- Problem to solve
Hunt through the entries for the word "with" and copy each line in which it appears.

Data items
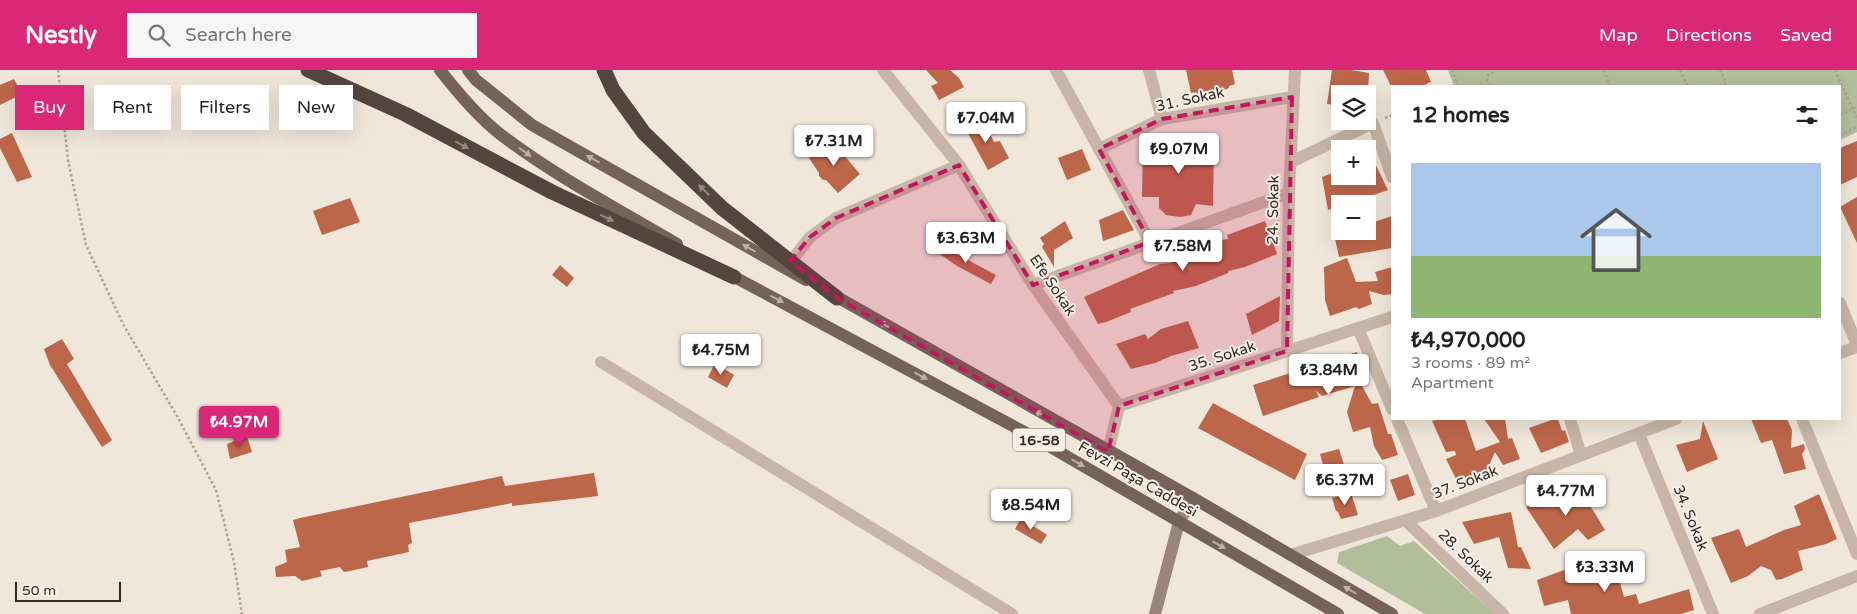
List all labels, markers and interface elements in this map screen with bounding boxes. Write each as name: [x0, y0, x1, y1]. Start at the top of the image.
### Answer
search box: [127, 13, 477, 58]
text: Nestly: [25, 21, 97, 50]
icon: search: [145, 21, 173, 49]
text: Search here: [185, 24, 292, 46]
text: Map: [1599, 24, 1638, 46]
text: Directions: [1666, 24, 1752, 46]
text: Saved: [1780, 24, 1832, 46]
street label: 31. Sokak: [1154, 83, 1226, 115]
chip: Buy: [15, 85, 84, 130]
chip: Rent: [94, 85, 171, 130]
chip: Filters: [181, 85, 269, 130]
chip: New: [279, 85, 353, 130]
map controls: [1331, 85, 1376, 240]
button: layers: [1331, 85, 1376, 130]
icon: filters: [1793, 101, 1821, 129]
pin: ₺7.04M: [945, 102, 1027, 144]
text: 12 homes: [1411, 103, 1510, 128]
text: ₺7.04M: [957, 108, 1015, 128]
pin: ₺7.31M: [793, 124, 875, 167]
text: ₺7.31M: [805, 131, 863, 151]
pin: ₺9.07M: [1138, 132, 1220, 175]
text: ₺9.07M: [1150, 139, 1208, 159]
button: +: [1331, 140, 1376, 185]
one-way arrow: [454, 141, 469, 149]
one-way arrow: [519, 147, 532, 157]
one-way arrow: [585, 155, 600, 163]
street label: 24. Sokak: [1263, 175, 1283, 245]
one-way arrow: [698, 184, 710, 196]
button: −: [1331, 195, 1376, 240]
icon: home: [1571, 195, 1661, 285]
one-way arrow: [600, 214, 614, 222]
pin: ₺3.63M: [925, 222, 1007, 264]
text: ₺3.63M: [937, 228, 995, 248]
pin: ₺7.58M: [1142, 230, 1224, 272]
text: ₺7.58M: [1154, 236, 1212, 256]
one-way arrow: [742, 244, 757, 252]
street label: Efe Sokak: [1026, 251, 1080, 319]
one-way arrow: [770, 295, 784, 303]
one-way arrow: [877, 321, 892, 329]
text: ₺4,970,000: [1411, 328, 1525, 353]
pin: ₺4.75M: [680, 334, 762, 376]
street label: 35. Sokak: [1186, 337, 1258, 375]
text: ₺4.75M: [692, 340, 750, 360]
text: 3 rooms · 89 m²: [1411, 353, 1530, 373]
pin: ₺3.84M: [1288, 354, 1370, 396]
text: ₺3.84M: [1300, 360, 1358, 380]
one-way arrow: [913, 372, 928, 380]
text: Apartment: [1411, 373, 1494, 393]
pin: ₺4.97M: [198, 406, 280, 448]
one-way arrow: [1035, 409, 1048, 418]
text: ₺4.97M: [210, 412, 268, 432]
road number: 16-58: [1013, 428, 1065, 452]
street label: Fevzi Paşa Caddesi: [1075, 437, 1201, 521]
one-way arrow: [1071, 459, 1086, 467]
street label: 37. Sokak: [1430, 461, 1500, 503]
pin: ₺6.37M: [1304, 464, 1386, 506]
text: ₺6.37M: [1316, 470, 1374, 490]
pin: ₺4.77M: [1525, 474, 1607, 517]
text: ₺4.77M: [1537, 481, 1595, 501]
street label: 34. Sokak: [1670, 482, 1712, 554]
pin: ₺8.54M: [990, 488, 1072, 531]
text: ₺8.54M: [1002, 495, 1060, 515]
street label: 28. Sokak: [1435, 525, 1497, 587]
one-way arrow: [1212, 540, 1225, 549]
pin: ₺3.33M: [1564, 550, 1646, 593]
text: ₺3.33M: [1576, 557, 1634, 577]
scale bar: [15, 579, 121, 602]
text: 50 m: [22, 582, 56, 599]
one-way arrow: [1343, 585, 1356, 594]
==
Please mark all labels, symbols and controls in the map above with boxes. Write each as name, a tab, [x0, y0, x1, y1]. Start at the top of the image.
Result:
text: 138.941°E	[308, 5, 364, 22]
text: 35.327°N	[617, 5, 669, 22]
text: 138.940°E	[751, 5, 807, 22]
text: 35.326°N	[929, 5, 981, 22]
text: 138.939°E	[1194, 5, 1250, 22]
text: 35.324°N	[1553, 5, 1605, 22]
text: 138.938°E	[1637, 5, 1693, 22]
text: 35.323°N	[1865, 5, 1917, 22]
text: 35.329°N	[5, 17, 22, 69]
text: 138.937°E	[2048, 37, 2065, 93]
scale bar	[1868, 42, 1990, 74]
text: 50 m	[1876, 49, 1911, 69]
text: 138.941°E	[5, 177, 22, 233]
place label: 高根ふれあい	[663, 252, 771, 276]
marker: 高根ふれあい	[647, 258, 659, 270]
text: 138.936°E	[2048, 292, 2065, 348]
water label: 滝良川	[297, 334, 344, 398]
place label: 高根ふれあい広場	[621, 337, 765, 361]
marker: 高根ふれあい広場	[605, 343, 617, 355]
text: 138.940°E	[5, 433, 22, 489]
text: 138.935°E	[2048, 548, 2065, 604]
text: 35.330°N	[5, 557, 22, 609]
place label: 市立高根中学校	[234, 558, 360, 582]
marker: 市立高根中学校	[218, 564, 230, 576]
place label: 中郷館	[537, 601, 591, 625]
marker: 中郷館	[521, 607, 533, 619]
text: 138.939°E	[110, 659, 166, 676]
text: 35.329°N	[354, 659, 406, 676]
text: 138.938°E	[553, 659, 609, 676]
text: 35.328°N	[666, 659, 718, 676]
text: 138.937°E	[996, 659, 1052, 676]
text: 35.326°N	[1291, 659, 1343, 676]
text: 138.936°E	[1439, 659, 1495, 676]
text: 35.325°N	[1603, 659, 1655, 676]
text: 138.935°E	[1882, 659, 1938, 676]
---
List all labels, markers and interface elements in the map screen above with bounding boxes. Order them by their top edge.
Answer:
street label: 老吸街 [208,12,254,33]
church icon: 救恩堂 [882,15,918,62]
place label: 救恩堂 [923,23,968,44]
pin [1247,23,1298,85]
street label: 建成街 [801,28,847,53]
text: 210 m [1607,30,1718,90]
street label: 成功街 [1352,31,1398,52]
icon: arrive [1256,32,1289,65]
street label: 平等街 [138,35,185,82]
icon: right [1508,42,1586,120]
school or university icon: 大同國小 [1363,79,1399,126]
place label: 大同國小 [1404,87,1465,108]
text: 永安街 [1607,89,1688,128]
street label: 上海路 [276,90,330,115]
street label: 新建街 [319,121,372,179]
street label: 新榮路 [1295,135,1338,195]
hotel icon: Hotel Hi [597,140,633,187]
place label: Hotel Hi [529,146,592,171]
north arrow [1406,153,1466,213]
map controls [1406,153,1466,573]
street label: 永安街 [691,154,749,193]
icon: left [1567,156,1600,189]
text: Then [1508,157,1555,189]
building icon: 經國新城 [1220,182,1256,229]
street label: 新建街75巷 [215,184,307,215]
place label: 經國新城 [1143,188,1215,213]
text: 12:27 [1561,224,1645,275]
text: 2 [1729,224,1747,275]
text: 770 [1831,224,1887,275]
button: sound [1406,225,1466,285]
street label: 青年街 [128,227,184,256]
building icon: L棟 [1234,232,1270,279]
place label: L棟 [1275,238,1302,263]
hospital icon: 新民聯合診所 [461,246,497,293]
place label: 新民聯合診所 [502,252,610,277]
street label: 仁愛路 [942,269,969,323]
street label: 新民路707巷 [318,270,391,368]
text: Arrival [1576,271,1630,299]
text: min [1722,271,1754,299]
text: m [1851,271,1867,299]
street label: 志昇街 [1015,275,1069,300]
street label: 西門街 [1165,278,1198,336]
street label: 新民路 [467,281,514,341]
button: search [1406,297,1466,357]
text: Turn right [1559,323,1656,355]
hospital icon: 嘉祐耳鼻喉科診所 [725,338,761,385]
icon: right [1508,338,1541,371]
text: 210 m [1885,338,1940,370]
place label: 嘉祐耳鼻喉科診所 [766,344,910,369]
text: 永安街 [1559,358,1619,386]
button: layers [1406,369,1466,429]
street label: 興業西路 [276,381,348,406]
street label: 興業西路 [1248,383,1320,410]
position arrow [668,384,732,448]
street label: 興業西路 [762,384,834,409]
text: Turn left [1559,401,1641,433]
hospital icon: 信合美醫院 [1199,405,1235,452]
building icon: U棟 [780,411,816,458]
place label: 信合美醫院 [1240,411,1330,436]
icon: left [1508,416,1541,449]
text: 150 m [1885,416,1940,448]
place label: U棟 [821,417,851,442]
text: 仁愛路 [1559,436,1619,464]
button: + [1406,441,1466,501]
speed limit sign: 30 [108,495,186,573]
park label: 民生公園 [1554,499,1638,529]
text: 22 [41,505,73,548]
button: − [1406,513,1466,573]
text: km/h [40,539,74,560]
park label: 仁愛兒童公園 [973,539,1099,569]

- Solution
List all labels, markers and interface elements in this map screen with bounding boxes. Write each as name: [x0, y0, x1, y1]. Start at the top of the image.
Please mark all labels, symbols and controls in the map above with boxes. Write each as name, a tab, [x0, y0, x1, y1]. Start at the top of the image.
List all labels, markers and interface elements in the map screen above with bounding boxes. Order them by their top edge.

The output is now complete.